_TASK STATEMENT_
Retype the entries in full, exactly.

_DATASET RECORDS_
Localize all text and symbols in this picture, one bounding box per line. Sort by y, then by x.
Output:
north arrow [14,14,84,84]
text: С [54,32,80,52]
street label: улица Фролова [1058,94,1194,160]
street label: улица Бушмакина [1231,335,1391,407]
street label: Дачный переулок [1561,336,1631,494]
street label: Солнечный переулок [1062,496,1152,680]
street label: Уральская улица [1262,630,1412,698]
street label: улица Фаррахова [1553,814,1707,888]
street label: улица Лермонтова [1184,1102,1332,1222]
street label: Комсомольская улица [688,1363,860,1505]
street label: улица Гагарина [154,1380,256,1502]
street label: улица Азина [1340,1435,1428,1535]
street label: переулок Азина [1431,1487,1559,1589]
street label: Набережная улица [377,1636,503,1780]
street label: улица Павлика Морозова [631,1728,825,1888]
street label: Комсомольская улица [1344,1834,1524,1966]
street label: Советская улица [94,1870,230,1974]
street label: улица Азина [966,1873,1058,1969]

_OUTPUT_
Localize all text and symbols in this picture, one bounding box per line. Sort by y, then by x.
Output:
north arrow [14,14,84,84]
text: С [54,32,80,52]
street label: улица Фролова [1058,94,1194,160]
street label: улица Бушмакина [1231,335,1391,407]
street label: Дачный переулок [1561,336,1631,494]
street label: Солнечный переулок [1062,496,1152,680]
street label: Уральская улица [1262,630,1412,698]
street label: улица Фаррахова [1553,814,1707,888]
street label: улица Лермонтова [1184,1102,1332,1222]
street label: Комсомольская улица [688,1363,860,1505]
street label: улица Гагарина [154,1380,256,1502]
street label: улица Азина [1340,1435,1428,1535]
street label: переулок Азина [1431,1487,1559,1589]
street label: Набережная улица [377,1636,503,1780]
street label: улица Павлика Морозова [631,1728,825,1888]
street label: Комсомольская улица [1344,1834,1524,1966]
street label: Советская улица [94,1870,230,1974]
street label: улица Азина [966,1873,1058,1969]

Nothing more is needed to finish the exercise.